Le centre genevois dédié aux sciences de la vie veut rassembler monde académique et industrie. Pour l’instant, il n’est toutefois pas le creuset de start-up escompté.

«Un lieu de rassemblement pour les scientifiques et les entrepreneurs actifs dans les sciences de la vie.» La vocation du Campus Biotech, installé dans l’ancien siège genevois de Merck Serono, est clairement affichée. Inaugurés en grande pompe fin mai, le colossal édifice de verre et ses annexes accueillent plusieurs équipes de recherche, comme le Centre interfacultaire en neurosciences de l’Université de Genève, l’Institut suisse de bioinformatique ou encore le Human Brain Project, certaines arrivées en 2013 déjà. En revanche, on ne dénombre aucune entreprise active dans le domaine des sciences de la vie. Il y a bien un «espace entreprises» de 7000 m2, mais il est occupé par des fondations et des associations de la branche, et non par des start-up. Et, curieusement, alors que le critère pour accéder au campus est «une intégration dans [son] programme stratégique», le bâtiment abrite un institut financier baptisé Geneva Swiss Bank.

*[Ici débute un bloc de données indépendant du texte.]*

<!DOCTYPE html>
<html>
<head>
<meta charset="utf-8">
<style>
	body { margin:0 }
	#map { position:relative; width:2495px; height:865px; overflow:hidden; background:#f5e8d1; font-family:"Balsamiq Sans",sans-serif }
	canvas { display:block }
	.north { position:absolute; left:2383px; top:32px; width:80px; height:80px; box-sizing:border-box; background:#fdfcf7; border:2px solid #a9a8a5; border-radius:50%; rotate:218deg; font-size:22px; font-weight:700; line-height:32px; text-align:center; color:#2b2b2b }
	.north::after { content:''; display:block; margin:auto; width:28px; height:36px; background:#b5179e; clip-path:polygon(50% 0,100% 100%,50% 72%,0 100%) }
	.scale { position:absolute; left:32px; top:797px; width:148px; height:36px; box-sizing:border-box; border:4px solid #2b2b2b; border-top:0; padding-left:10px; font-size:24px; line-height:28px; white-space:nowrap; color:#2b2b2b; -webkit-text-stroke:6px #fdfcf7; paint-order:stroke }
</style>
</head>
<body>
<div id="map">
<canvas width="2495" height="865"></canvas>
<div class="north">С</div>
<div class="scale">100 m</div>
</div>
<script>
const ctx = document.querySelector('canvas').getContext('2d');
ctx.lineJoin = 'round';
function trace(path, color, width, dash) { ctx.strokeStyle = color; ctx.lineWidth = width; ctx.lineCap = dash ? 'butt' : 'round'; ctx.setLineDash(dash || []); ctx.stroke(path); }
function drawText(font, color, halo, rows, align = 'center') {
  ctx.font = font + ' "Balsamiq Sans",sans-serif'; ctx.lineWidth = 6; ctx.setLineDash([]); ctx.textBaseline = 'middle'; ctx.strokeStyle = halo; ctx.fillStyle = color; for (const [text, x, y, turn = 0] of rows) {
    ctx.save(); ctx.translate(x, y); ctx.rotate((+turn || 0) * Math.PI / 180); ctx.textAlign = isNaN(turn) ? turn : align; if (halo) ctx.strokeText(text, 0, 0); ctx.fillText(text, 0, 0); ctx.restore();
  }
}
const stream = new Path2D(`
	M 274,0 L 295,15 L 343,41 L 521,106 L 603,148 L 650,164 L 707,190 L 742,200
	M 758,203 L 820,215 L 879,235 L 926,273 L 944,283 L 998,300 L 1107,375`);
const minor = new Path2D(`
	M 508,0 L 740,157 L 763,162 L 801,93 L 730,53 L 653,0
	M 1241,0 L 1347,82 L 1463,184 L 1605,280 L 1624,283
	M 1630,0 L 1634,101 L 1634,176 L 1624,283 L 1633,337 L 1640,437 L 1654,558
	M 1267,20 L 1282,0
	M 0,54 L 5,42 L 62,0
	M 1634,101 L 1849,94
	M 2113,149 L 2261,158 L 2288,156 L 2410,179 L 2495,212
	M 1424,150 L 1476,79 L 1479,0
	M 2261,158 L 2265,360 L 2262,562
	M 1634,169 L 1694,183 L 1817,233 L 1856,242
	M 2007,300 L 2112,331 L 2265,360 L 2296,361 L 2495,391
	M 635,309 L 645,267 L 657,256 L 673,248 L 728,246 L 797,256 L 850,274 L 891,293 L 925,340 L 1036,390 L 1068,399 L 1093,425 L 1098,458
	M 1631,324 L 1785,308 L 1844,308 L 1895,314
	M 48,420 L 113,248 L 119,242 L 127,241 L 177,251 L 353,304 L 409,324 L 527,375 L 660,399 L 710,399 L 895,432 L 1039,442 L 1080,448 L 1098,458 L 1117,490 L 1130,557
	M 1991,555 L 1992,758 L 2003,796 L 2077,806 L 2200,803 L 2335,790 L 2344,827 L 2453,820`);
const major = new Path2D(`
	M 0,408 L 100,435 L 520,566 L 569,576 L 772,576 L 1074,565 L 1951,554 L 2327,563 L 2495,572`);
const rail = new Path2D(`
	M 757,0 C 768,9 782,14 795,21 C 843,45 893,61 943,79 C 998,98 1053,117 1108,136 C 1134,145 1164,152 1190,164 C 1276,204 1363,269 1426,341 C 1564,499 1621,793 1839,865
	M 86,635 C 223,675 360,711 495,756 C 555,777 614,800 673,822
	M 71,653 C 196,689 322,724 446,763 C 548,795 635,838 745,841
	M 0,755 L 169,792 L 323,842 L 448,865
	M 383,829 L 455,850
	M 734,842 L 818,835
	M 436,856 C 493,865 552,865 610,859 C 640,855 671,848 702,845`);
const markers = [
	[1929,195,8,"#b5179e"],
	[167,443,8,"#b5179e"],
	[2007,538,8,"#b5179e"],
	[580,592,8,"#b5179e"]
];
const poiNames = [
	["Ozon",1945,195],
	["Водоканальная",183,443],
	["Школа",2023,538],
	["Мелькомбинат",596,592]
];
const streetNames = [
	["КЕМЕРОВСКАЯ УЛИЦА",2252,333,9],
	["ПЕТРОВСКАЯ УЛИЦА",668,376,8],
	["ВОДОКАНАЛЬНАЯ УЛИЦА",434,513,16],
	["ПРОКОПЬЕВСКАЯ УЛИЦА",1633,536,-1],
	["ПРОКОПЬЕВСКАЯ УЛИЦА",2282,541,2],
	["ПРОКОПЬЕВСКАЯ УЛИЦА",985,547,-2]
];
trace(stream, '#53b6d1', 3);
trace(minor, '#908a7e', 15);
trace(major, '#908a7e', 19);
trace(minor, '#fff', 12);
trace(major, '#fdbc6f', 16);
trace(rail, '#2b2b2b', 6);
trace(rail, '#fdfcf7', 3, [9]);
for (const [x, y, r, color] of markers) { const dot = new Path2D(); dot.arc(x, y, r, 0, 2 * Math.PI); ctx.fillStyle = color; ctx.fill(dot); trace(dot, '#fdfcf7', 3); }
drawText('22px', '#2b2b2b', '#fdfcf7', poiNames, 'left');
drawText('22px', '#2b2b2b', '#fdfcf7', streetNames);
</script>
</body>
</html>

L’«espace entreprises» est plein, confirme le directeur du campus Benoît Dubuis. Interrogé sur l’absence de start-up, il explique: «Il est composé de plateaux de 1000 m2 difficiles à répartir entre plusieurs petites structures. C’est une zone sèche (sans laboratoire, ndlr) qui se prête à des entités de 50 à 60 employés. Mais il y a encore de la place ailleurs. Le campus est en train de se construire. La priorité est de créer des programmes académiques, qui donneront ensuite naissance à des spin-off.» Quant à la présence de Geneva Swiss Bank, Benoît Dubuis indique qu’elle se trouve sur le campus «de manière transitoire, avant que d’autres entreprises ne s’y installent. Elle occupe les anciens bureaux de direction de Merck Serono, qui ne sont pas adaptés à des activités de recherche.»

La banque de 45 employés, anciennement Bénédict Hentsch & Cie, a trouvé ces locaux en faisant appel à une société spécialisée. «Nous nous y plaisons beaucoup», note le directeur Andreas Stricker. Mais quel est le lien avec les sciences de la vie? «Nous réalisons des investissements directs pour nos clients, entre autres dans le domaine des biotechnologies. Nous sommes aussi impliqués dans des discussions pour la création d’une chaire de neurofinance à l’Université de Genève.» Il précise que la banque a signé un bail de dix ans et envisage de rester à long terme.

Des espaces «inutilisables»

Benoît Dubuis, le directeur du Campus Biotech, réaffirme que la complémentarité entre le monde académique et l’industrie est «essentielle». «De nombreuses entreprises ont manifesté leur intérêt. Mais elles attendent de voir de quelle manière elles peuvent s’intégrer avant de concrétiser leur démarche.» Dans le milieu romand de l’innovation, certains soufflent qu’il ne doit pas être évident de remplir cet endroit gagné par «la folie des grandeurs» et dont l’ambiance cadre peu avec les aspirations des start-up. Plus catégorique, Xavier Comtesse, l’ancien directeur d’Avenir Suisse et fondateur des consulats scientifiques Swissnex, qualifie les lieux d’«inutilisables»: «Avec ses immenses espaces vides, le bâtiment est bruyant, trop grand, pas confortable: il est adapté pour accueillir le siège d’un grand groupe, pas des laboratoires. En plus, il est loin de l’université.»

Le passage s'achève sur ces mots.